DIRECTIONS – Copy every entry below verbatim, except for images.

RECORD EXCERPTS –

***

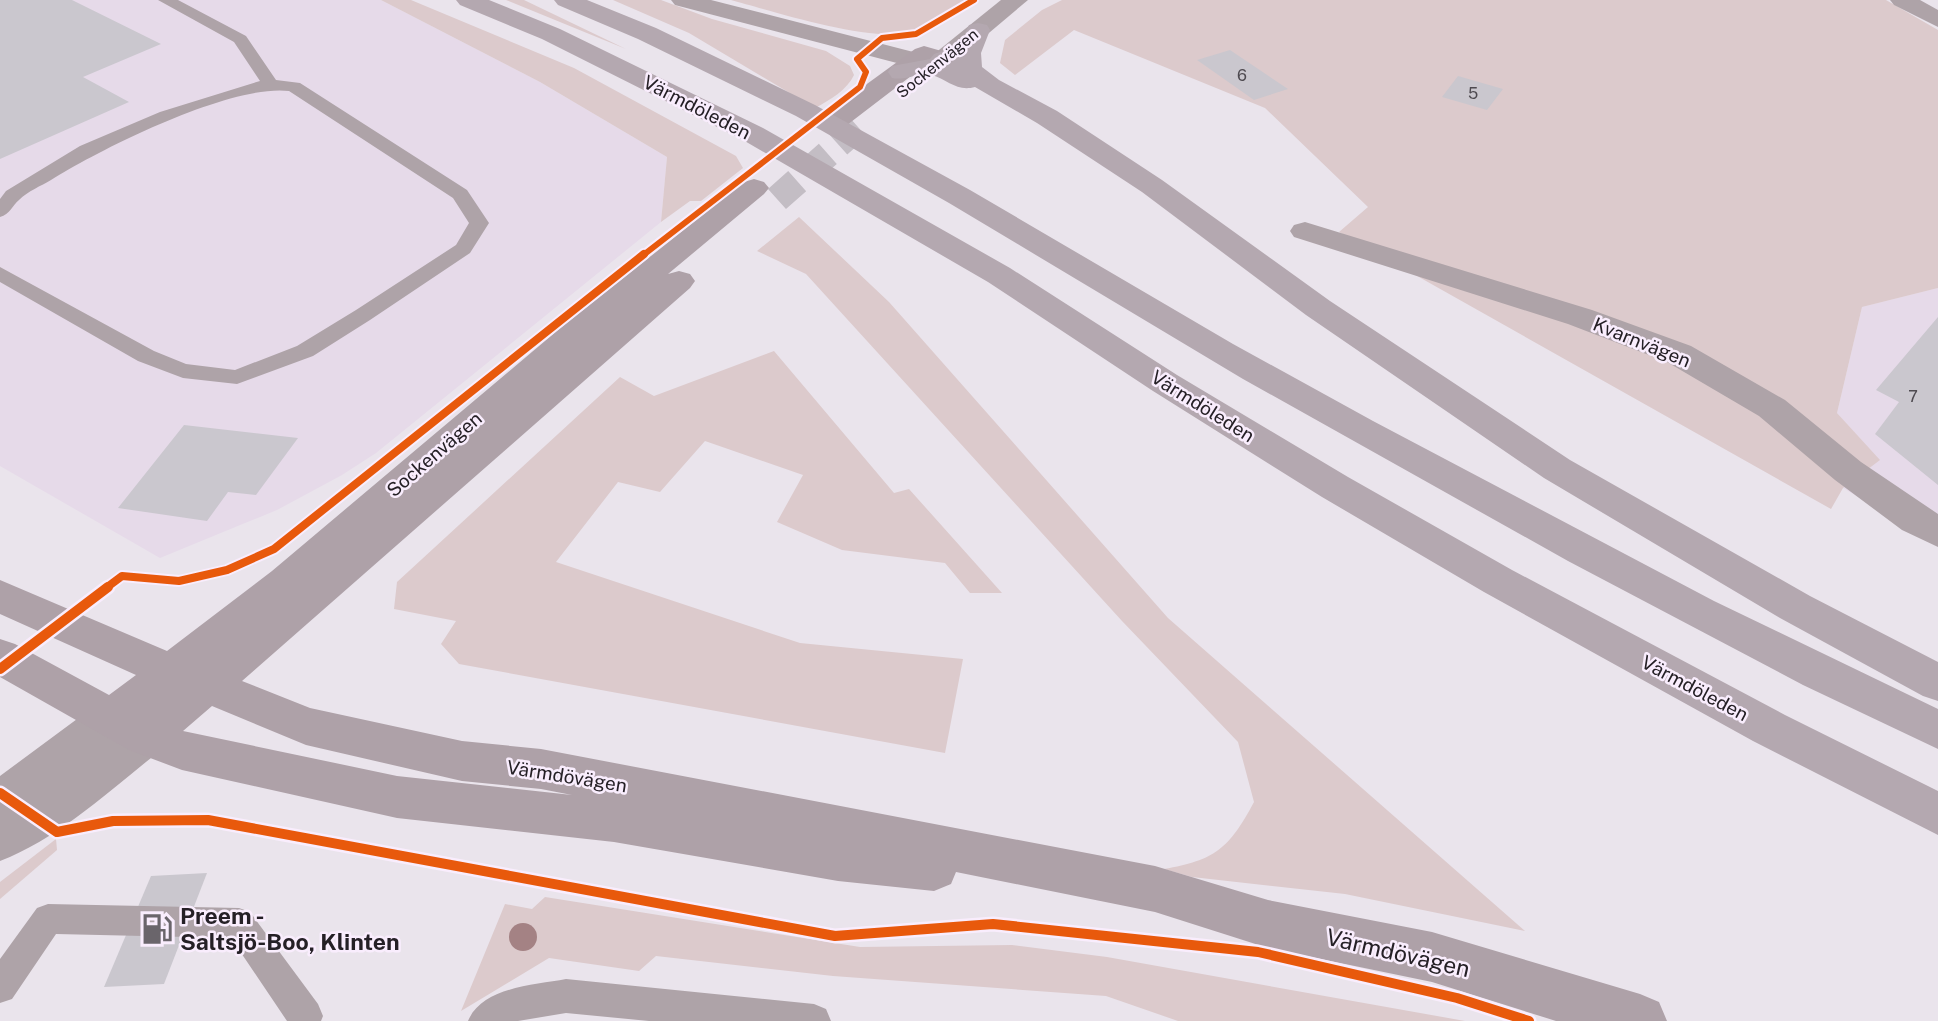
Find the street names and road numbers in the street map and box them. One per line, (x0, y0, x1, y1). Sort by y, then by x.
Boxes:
street label: Sockenvägen (893, 25, 982, 102)
street label: Värmdöleden (640, 71, 754, 143)
street label: Kvarnvägen (1590, 312, 1694, 372)
street label: Värmdöleden (1147, 366, 1259, 446)
street label: Sockenvägen (382, 407, 486, 501)
street label: Värmdöleden (1638, 651, 1752, 725)
street label: Värmdövägen (505, 756, 629, 796)
street label: Värmdövägen (1324, 923, 1473, 982)

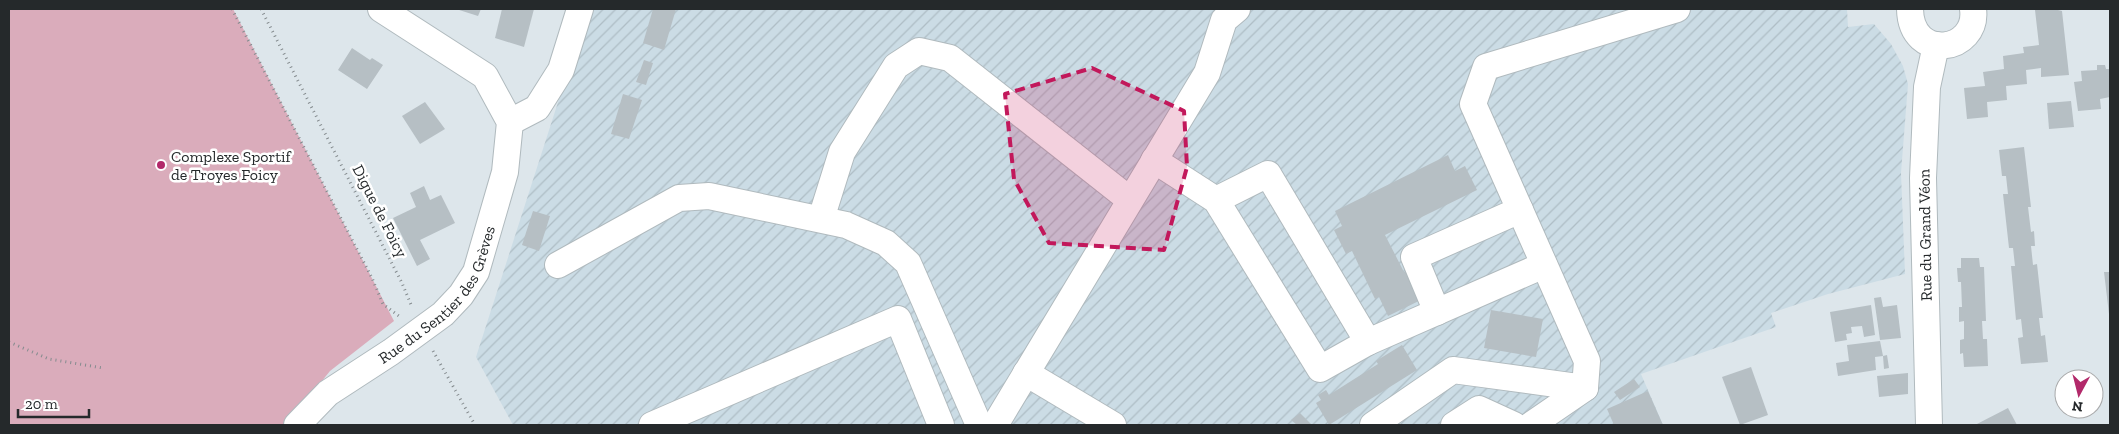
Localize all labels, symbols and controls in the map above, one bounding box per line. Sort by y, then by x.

***

RESPONSE –
Find the street names and road numbers in the street map and box them. One per line, (x0, y0, x1, y1). Sort by y, then by x.
Boxes:
street label: Sockenvägen (893, 25, 982, 102)
street label: Värmdöleden (640, 71, 754, 143)
street label: Kvarnvägen (1590, 312, 1694, 372)
street label: Värmdöleden (1147, 366, 1259, 446)
street label: Sockenvägen (382, 407, 486, 501)
street label: Värmdöleden (1638, 651, 1752, 725)
street label: Värmdövägen (505, 756, 629, 796)
street label: Värmdövägen (1324, 923, 1473, 982)

Localize all labels, symbols and controls in the map above, one bounding box per line. Sort by y, then by x.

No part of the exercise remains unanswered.